I believe it was John Calvin who made a useful point that helps us understand the difference between the savior and the saved.  “Believe as if everything depends upon God; and act as if everything depends upon you.”  That’s definitely not an invitation to run the world, or even our little corner of it, as if we were God’s vice-regent.  Rather, it’s a reminder that we have a savior and that savior stands with us when we deal with our assigned tasks.  That’s the real message of Christmas, and it’s great news.

img_0064Notes

+I know I shouldn’t say this, but throughout 2016 I had great good fortune with the airlines.  I made it everywhere I needed to be, pretty much on time and intact.  But last week was different.  For the first time in years my checked bag failed to make a flight connection, and it stayed in Detroit a lot longer than I did.  Fortunately it caught up with me the next day.

Then, later in the week, I landed at noon in Detroit for a 1:10 pm flight, only to discover that it had been rescheduled for 3:30, due to weather.  But the gate agent quietly told me that the 10:30 am flight hand’t left yet, and there were two seats left.  The upshot was that my original flight left two and a half hours late, while I got to New York fifteen minutes ahead of my original schedule.  Even better, my bag made it along with me.  The lesson here?  Be  kind to the people at the airlines.  Like God did with Mary, they too  have the capacity to do great things.

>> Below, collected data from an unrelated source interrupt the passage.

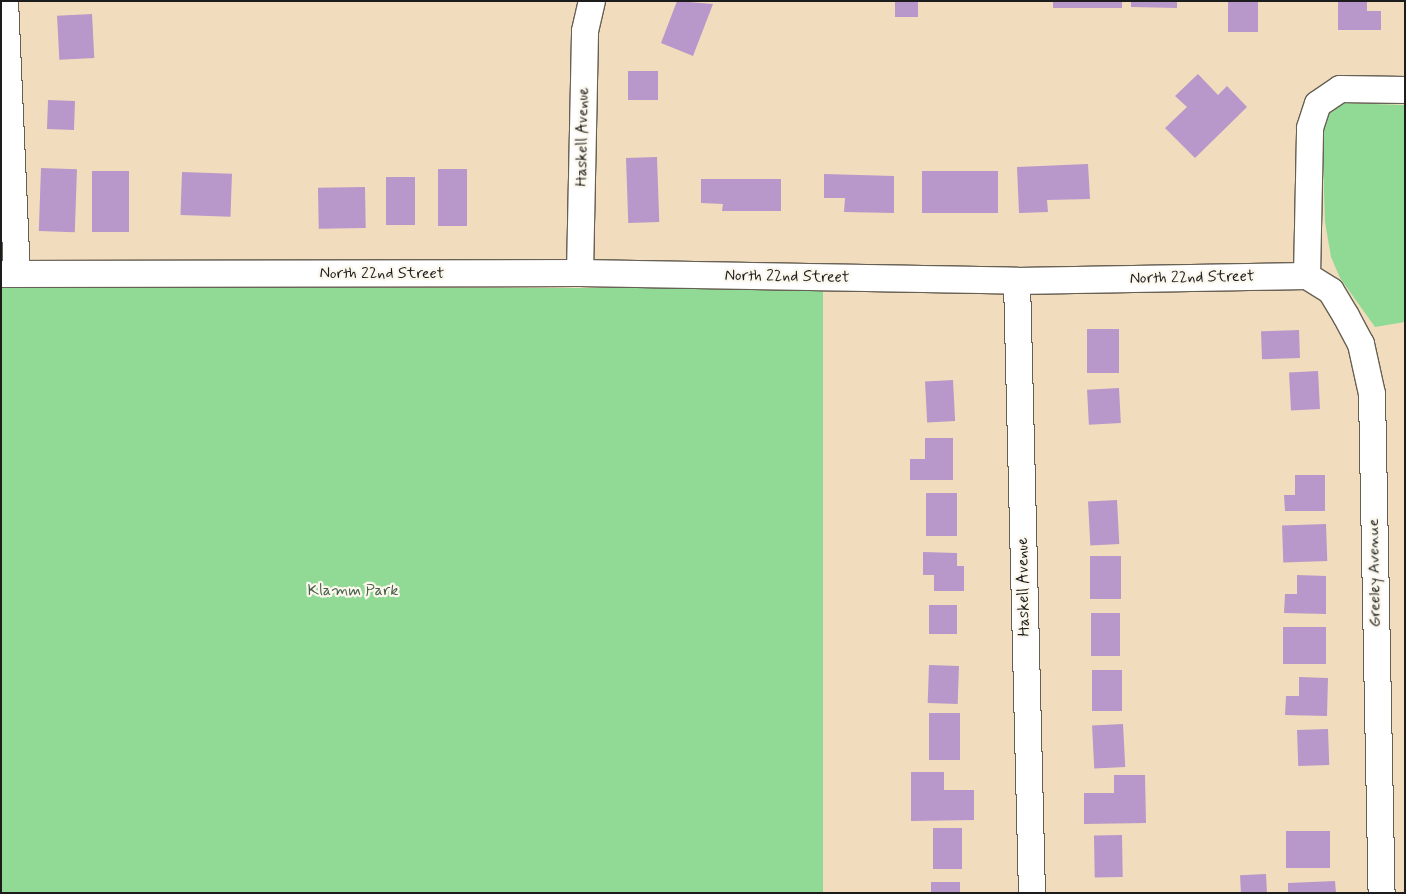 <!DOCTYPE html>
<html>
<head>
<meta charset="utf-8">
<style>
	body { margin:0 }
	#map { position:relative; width:1406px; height:894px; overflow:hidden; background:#f1ddbd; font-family:Mynerve,sans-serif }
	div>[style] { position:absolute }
	.green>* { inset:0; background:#91da96; transform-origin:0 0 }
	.building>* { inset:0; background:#b897ca; transform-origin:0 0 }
	.roads { filter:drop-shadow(1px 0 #676054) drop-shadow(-1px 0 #676054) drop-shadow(0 1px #676054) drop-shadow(0 -1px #676054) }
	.street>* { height:26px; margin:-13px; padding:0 13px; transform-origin:13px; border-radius:13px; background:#fff }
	span { translate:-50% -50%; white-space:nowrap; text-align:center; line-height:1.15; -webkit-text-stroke:4.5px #fbf7ec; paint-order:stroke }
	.street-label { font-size:16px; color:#1c1c1c }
	.park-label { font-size:16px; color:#455e47 }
	.frame { position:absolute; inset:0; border:2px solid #1c1c1c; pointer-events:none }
</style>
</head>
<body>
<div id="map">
	<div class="green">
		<i style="clip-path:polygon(1344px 103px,1405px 105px,1405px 322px,1375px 327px,1340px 278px,1331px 257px,1325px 222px,1322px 130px,1329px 114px)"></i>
		<i style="left:1px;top:288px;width:822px;height:605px"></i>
	</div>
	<div class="building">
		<i style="clip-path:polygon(677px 1px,713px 4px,693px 56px,661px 43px)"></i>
		<i style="left:895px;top:1px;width:23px;height:16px"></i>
		<i style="left:1053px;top:1px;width:69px;height:7px"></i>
		<i style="clip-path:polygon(1131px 1px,1177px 1px,1177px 8px,1131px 7px)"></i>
		<i style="left:1228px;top:1px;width:30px;height:31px"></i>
		<i style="clip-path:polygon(1338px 1px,1367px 1px,1367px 11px,1381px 11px,1381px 30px,1338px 30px)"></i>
		<i style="left:92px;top:14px;width:44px;height:35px;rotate:87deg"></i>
		<i style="left:628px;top:71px;width:30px;height:29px"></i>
		<i style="clip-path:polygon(1198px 74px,1218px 95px,1227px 86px,1247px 107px,1195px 158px,1165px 128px,1187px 107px,1175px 96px)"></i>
		<i style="left:48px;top:100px;width:27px;height:29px;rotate:2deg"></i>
		<i style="left:657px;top:157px;width:65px;height:31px;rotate:88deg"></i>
		<i style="clip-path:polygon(1088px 164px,1090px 199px,1047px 200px,1048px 212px,1019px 213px,1017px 167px)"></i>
		<i style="left:41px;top:168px;width:36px;height:63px;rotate:2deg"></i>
		<i style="left:438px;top:169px;width:29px;height:57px"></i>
		<i style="left:92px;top:171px;width:37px;height:61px"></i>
		<i style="left:922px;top:171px;width:76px;height:42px"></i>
		<i style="left:182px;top:172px;width:50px;height:43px;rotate:2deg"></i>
		<i style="clip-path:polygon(824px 174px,894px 176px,894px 213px,844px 212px,845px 198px,824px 198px)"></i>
		<i style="left:386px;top:177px;width:29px;height:48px"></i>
		<i style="clip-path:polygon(701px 179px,781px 179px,781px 211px,722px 211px,723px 204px,701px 203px)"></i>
		<i style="left:365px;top:187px;width:41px;height:47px;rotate:89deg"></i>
		<i style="left:1087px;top:329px;width:32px;height:44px"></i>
		<i style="left:1299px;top:330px;width:28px;height:38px;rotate:88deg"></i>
		<i style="left:1318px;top:371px;width:38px;height:29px;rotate:87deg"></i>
		<i style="left:953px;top:380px;width:41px;height:28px;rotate:87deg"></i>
		<i style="left:1119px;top:388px;width:35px;height:32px;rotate:87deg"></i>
		<i style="clip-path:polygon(925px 438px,953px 438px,953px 480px,910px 480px,910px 459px,925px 459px)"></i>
		<i style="clip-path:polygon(1295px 475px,1325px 475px,1325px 511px,1285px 511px,1284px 495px,1295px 495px)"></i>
		<i style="left:926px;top:493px;width:31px;height:43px"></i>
		<i style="left:1117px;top:500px;width:44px;height:29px;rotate:87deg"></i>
		<i style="left:1326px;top:524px;width:37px;height:44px;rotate:88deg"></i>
		<i style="clip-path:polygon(923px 552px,957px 553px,957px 566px,964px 566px,964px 591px,934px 591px,934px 575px,923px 575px)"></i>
		<i style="left:1090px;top:556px;width:31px;height:43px"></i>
		<i style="clip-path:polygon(1297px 575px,1326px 576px,1326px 614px,1284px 613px,1285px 594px,1297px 594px)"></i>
		<i style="left:929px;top:605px;width:28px;height:29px"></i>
		<i style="left:1091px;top:613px;width:29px;height:43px"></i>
		<i style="left:1283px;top:627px;width:43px;height:37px"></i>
		<i style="left:929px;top:665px;width:30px;height:38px;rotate:2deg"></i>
		<i style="left:1092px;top:670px;width:30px;height:41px"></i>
		<i style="clip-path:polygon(1299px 677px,1328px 678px,1327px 716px,1285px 715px,1286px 696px,1299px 696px)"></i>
		<i style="left:929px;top:713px;width:31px;height:47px"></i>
		<i style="left:1123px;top:724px;width:43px;height:31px;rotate:87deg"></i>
		<i style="left:1328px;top:729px;width:36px;height:31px;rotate:88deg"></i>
		<i style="clip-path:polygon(911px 772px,944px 772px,944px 790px,974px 790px,974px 820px,911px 821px)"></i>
		<i style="clip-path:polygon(1114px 775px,1145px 775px,1146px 823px,1084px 824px,1084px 793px,1114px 793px)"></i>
		<i style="left:933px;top:828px;width:29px;height:41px"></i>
		<i style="left:1286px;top:831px;width:44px;height:37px"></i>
		<i style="left:1122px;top:835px;width:42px;height:28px;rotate:89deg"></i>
		<i style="left:1266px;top:874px;width:19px;height:26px;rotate:87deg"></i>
		<i style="clip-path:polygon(1335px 881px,1336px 893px,1288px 893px,1288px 883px)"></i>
		<i style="left:931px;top:882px;width:29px;height:11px"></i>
	</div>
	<div class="roads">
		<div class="street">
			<i style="left:5px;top:1px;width:273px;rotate:87.5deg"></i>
			<i style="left:580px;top:273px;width:242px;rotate:-88.8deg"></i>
			<i style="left:585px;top:31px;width:31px;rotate:-77deg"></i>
			<i style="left:1px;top:274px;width:579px;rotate:-0.1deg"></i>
			<i style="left:580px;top:273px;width:437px;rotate:1deg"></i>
			<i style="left:1017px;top:281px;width:290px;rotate:-1deg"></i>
			<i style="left:1307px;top:276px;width:28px;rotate:32deg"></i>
			<i style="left:1331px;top:291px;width:29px;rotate:59deg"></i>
			<i style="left:1346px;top:316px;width:32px;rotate:62deg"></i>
			<i style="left:1361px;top:344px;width:51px;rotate:77.6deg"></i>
			<i style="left:1372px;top:394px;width:499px;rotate:88.9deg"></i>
			<i style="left:1307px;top:276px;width:148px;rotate:-88.8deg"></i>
			<i style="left:1310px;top:128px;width:25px;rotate:-72deg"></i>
			<i style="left:1318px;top:104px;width:27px;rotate:-34deg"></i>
			<i style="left:1340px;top:89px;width:65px;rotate:0.9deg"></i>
			<i style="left:1017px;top:281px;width:612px;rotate:88.6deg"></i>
		</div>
	</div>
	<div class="street-label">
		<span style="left:583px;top:137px;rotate:-89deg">Haskell Avenue</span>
		<span style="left:382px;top:274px">North 22nd Street</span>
		<span style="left:787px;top:277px;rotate:1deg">North 22nd Street</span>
		<span style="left:1192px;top:278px;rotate:-1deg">North 22nd Street</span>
		<span style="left:1375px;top:573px;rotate:-91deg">Greeley Avenue</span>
		<span style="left:1024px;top:587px;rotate:-91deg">Haskell Avenue</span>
	</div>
	<div class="park-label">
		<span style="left:353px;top:591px">Klamm Park</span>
	</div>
	<div class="frame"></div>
</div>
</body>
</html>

+I was on my way to New York, where it was cold and snowy.  And to top it all off, I was not properly dressed for any of it.  Even so, I made it to my meetings.  I also had time to join two good friends for a foray to the Metropolitan Museum, where I got to see an exhibit entitled Jerusalem 1000-1400:  Every People Under Heaven.  It ends on January 8th, so this was my only chance to see it.  Even better, we got to hear a concert of Byzantine Christmas Music, performed by the Axion Estin Foundation Chanters.

img_0063If you’ve never heard Byzantine chant, you should.  The deep and resonant voices are dramatic, and you can appreciate the reaction of the envoys of the king of the Bulgars when they listened to it in Hagia Sophia in Constantinople in the early 9th century.  They thought they were standing in heaven itself.  Ironically, the chanters at the Met were perched in the Medieval Sclupture Hall, beneath a mosaic of Jesus, Mary and John the Baptist.  That mosaic had once graced an apse in Hagia Sophia, and on earlier trips to the Met I’d never noticed it.

I don’t want to leave anyone with the impression that I am hugely sophisticated when it comes to chant.  Despite the grandeur and majesty of Byzantine chant, a little bit goes a long way — at least for me.  Plus, given that it was in Greek, Armenian Arabic and Russian, for all I know they could have easily slipped in some stuff for Lent or Easter.

+The first three photos in today’s post show works of art housed at the National Gallery in Washington.  At top is The Marriage of the Virgin, by Bernard van Orley, Netherlands, c. 1513.  Next comes The Expectant Madonna with St. Joseph, made in France in the 15th century.  The third image is The Virgin Reading, by Vittore Carpaccio, Venice, mid-15th century.  The two images at bottom show the balcony and mosaic that originally was located in Hagia Sophia, in Constantinople, now housed in the Medieval Sculpture Hall at the Metropolitan Museum of Art in New York.  At the bottom of this post is Sandro Botticelli’s The Adoration of the Magi, Florence, ca. 1480.